Sabato pomeriggio. Luigi Cona, titolare della rosticceria “Il bocconcino” di via dell’Allodola, viene gambizzato a colpi di pistola. Due ore dopo l’agguato a Sciacchitano. C’è un collegamento fra gli episodi? Due le ipotesi. La prima: a sparare è stata la stessa mano in entrambi i casi, con la morte di Schiattano è stato ultimato il “lavoro” iniziato con il tentato omicidio di Cona. Seconda ipotesi: l’agguato mortale è stata la risposta immediata alle pallottole sparate nella rosticceria. Entrambi gli episodi sono maturati nel contesto dello spaccio di droga. Un contesto di degrado dove c’è chi fa la voce grossa e detta le regole. Se non vengono rispettate si finisce ammazzati a pistolettate. E per dettare le regole devi avere le spalle coperte. E per avere le spalle coperte devi avere dietro Cosa nostra che negli ultimi tempi ha ripreso a fare affari con la droga. Per qualche ora gli investigatori sono stati in fibrillazione. Temevano una reazione a catena. Palermo, però, è ancora lontana dalla “camorrizzazione” che alcuni credono sia dietro l’angolo. In Campania piccoli gruppi di potere si contendono il territorio con la violenza. In città, però, reggerebbe ancora la struttura verticistica tipica di Cosa nostra. Una Cosa nostra che è tornata in affari con la droga “limitandosi” a controllare a tappeto le piazze dello spaccio. Negli ultimi anni hanno cercato di aprire un canale diretto con i narcos colombiani, spagnoli e olandesi.
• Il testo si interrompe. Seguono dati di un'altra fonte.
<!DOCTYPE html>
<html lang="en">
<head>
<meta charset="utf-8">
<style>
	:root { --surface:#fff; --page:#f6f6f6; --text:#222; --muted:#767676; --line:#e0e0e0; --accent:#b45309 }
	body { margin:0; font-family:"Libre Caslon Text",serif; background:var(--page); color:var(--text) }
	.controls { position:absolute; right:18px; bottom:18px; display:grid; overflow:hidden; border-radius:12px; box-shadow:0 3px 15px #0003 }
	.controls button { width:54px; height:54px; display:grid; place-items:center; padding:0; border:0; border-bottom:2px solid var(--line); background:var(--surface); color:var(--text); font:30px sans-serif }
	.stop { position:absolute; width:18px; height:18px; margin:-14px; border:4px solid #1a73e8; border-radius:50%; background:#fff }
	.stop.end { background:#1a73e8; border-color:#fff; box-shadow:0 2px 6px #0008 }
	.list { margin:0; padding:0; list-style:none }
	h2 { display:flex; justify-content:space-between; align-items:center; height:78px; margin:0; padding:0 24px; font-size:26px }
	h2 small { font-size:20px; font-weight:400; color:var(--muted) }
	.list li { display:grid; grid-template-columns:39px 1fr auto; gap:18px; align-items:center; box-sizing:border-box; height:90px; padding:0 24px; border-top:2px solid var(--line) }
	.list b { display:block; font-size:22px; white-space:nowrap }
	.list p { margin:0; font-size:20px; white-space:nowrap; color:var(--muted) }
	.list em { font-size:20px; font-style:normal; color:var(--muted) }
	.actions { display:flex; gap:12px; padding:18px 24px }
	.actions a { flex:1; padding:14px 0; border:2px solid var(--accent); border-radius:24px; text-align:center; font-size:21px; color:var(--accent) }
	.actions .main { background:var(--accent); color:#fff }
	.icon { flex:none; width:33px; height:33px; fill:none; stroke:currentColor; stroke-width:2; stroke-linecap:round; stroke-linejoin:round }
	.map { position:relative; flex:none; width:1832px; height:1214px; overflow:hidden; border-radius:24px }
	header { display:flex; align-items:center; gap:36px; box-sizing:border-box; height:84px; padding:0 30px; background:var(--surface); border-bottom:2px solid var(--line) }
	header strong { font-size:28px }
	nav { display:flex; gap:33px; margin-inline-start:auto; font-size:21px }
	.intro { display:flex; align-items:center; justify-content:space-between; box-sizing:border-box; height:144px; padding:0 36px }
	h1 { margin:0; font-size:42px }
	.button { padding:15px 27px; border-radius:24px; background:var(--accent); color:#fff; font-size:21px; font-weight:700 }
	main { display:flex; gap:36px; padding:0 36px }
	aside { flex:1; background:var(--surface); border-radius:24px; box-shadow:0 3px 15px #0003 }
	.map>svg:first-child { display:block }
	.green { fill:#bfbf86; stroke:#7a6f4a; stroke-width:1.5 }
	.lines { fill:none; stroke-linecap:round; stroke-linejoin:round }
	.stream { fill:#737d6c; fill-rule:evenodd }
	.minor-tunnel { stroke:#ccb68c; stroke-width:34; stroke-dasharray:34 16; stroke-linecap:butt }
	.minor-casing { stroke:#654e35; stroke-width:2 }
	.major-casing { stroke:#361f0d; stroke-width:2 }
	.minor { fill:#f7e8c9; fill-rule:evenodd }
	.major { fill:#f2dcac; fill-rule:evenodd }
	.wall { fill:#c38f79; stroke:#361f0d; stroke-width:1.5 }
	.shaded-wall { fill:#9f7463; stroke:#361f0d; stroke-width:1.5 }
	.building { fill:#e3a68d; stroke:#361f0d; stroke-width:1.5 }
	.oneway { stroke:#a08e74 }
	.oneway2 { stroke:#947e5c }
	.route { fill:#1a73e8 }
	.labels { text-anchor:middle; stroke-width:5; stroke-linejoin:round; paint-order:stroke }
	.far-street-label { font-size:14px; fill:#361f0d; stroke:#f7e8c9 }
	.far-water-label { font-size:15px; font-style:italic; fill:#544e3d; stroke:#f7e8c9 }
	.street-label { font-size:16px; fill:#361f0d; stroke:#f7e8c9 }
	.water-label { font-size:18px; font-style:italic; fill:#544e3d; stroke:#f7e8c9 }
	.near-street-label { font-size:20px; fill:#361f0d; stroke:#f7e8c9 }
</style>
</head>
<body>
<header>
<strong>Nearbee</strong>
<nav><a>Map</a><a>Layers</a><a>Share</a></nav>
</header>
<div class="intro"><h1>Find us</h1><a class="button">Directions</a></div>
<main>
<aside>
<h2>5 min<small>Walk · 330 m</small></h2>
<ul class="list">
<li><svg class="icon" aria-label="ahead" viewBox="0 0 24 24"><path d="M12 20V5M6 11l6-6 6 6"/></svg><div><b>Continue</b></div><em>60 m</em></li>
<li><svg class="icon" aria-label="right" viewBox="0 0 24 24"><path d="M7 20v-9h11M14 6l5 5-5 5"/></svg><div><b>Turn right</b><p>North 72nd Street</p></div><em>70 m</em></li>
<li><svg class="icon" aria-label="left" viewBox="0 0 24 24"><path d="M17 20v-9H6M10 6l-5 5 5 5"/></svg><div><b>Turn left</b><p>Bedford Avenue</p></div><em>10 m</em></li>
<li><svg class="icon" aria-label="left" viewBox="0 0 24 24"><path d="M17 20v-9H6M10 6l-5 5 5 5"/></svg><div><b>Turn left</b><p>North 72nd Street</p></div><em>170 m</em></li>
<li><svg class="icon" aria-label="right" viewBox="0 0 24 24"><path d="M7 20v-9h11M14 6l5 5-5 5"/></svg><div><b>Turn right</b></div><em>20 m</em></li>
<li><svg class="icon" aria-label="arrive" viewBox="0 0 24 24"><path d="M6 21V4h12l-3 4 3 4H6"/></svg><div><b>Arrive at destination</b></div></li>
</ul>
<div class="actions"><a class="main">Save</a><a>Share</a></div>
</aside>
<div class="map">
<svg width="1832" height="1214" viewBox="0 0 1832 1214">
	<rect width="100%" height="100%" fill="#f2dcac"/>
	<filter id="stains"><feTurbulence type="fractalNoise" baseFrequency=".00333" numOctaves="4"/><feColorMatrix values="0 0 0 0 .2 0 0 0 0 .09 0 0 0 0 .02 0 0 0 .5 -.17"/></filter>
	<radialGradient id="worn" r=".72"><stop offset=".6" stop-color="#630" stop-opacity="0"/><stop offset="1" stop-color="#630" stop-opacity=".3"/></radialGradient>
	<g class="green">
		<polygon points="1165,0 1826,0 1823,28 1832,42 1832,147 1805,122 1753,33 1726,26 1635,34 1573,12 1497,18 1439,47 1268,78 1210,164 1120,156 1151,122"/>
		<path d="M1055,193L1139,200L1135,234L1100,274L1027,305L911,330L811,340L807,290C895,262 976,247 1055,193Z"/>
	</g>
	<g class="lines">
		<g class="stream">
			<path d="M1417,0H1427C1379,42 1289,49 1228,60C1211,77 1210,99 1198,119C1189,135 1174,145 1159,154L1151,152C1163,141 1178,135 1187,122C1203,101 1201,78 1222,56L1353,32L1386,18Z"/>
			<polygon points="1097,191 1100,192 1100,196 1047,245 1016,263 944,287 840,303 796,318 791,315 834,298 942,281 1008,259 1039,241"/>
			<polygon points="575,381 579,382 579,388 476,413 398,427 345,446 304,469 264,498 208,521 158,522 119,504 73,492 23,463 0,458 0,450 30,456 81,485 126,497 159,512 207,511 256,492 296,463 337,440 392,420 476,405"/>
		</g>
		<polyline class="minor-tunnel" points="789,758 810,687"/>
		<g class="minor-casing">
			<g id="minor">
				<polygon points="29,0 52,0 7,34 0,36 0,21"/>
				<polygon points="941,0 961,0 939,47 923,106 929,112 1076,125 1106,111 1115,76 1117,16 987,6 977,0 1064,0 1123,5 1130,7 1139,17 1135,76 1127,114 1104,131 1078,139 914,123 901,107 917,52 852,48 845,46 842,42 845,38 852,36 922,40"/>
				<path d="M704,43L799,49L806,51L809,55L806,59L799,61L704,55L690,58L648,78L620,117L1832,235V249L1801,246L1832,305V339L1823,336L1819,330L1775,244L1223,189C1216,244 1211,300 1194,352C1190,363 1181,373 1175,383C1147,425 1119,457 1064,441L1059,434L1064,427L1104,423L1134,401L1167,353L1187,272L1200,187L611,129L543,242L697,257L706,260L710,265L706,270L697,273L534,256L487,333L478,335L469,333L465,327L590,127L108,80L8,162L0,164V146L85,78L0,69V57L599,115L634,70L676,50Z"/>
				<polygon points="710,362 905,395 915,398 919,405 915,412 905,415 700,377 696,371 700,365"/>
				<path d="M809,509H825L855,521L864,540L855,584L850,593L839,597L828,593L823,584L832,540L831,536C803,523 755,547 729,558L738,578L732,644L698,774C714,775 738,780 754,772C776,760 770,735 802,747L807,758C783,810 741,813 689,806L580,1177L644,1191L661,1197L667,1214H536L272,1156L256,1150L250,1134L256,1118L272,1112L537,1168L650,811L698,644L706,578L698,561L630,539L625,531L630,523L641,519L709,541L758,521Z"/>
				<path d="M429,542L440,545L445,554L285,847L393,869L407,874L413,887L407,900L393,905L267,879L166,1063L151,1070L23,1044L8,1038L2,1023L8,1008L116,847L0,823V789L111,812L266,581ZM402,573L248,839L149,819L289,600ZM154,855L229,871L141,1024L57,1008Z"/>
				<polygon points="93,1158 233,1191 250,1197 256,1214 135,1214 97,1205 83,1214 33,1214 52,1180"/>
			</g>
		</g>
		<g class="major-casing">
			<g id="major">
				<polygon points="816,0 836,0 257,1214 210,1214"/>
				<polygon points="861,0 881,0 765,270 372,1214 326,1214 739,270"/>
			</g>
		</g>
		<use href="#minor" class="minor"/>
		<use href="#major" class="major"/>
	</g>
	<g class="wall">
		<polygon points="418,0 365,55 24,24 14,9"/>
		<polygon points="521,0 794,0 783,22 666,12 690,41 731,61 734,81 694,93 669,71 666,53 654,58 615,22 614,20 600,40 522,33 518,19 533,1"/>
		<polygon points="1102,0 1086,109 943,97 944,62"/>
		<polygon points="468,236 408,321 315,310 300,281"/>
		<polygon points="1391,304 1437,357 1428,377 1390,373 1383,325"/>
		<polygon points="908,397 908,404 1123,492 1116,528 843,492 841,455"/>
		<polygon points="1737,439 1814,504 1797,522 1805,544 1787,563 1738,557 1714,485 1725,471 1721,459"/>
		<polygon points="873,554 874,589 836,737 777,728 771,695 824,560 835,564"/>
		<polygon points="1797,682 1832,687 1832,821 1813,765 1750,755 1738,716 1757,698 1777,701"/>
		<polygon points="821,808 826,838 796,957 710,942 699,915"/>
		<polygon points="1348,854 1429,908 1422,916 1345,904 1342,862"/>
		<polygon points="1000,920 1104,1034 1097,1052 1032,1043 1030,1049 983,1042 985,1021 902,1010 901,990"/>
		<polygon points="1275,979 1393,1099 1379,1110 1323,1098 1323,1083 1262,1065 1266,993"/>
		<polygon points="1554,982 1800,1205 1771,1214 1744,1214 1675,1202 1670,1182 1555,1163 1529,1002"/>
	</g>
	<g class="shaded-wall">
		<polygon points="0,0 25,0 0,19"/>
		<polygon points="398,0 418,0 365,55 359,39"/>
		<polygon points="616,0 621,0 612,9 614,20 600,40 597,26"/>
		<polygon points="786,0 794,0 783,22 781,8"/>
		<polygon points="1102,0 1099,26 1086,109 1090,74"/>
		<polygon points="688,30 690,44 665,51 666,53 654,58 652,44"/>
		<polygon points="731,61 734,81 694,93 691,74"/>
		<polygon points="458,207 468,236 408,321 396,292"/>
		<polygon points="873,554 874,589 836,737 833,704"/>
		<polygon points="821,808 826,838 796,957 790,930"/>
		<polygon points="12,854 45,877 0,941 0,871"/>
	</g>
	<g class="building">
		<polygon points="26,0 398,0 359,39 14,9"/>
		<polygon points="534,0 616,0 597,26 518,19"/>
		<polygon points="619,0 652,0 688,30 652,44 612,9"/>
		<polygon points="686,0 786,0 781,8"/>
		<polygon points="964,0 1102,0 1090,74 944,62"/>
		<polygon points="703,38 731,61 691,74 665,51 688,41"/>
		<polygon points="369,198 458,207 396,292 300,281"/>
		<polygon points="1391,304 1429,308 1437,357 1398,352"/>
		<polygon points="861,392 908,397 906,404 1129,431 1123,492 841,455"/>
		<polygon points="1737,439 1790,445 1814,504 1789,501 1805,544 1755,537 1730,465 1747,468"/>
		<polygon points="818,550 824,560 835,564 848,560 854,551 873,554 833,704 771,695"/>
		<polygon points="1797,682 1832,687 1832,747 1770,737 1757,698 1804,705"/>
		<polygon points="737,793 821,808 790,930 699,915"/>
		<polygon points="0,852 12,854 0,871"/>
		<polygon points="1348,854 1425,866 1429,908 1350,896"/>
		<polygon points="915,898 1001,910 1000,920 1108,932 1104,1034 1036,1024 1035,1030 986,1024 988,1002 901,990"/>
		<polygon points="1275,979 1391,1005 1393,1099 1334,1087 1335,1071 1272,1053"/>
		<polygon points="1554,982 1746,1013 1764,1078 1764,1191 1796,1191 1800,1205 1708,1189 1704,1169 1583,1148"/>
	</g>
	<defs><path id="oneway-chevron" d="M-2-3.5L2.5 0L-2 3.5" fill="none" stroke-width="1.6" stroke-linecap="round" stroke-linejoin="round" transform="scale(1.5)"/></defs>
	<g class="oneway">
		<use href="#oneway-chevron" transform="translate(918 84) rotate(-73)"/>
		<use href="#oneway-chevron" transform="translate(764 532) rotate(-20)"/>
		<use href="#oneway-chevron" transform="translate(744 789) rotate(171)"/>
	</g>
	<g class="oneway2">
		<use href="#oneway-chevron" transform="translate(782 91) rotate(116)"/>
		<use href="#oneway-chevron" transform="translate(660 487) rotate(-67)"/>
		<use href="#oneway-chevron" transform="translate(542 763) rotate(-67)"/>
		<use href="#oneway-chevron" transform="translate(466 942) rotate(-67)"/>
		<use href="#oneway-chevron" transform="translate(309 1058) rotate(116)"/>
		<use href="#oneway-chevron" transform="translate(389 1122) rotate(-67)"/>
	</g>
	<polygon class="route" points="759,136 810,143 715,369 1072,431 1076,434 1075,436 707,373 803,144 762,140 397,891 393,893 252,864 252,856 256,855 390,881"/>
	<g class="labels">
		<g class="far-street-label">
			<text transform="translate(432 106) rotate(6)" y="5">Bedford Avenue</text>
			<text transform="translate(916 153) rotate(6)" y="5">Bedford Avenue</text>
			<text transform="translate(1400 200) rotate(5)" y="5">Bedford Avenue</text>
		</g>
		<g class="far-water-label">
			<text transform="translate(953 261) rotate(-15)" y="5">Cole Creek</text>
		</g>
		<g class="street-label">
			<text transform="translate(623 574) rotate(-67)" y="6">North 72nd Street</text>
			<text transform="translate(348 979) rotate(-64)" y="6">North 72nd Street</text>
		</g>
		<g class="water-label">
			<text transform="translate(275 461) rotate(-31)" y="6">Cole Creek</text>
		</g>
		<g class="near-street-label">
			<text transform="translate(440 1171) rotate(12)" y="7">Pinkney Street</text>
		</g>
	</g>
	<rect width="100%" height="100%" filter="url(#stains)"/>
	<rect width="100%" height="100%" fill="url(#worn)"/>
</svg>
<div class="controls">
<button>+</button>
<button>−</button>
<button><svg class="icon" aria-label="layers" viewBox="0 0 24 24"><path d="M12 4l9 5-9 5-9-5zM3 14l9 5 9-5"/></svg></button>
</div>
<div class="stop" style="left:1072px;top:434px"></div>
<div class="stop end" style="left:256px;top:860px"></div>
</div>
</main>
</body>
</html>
Servono, però, soldi, tanti soldi, e in contanti. E serve pure una credibilità forte che oggi appartiene più ai boss della ‘Ndrangheta che ai mafiosi. Meglio sfruttare i contatti già collaudati con la Campania. Le informative degli investigatori sono zeppe di viaggi dalla Campania alla Sicilia e viceversa. Ad esempio, si è scoperta l’esistenza di un patto di ferro tra il mandamento di Porta Nuova e alcuni grossi trafficanti partenopei. Stessa cosa alla Guadagna e a Santa Maria del Gesù. La droga è necessaria per finanziare le asfittiche casse dell’organizzazione che non può certo autoalimentarsi con il pizzo. E così Cosa nostra per fare cassa è costretta pure a controllare la rete di spaccio. Ecco perché se, come sembra, l’omicidio di Schiacchitano è maturato nell’ambito dei pusher allora la regia di Cosa nostra non può essere esclusa. Anzi, è la pista privilegiata. In circolazione ci sono vecchi e nuovi boss in grado di dare il benestare se non addirittura di organizzare un omicidio eclatante come segnale per tutti coloro che alzano la testa. Su questo aspetto si concentrano le indagini coordinate dal procuratore aggiunto Lenardo Agueci e dai sostituti Sergio Demontis e Luca Battinieri. Fra gli investigatori c’è chi azzarda un parallelismo con un altro delitto eccellente, quello di Francesco Nangano, crivellato di colpi qualche tempo fa in via Messina Marine. Nangano era un pezzo grosso della mafia, nulla a che vedere, in termini di spessore, con i protagonisti del sabato di sangue a Falsomiele. Anche allora, però, qualcuno avrebbe voluto lanciare un segnale chiaro: ci sono delle regole e delle gerarchie che vanno rispettate nei piccoli come nei grandi affari all’ombra di Cosa nostra.

C’è, però, un’altra ipotesi.  Schiacchitano aveva dei precedenti per rissa e delitti contro il patrimonio. Qualcuno potrebbe avergli fatto pagare con la vita la sua esuberanza? La capacità organizzativa dei killer, però, sembra tutto tranne che una risposta d’impeto.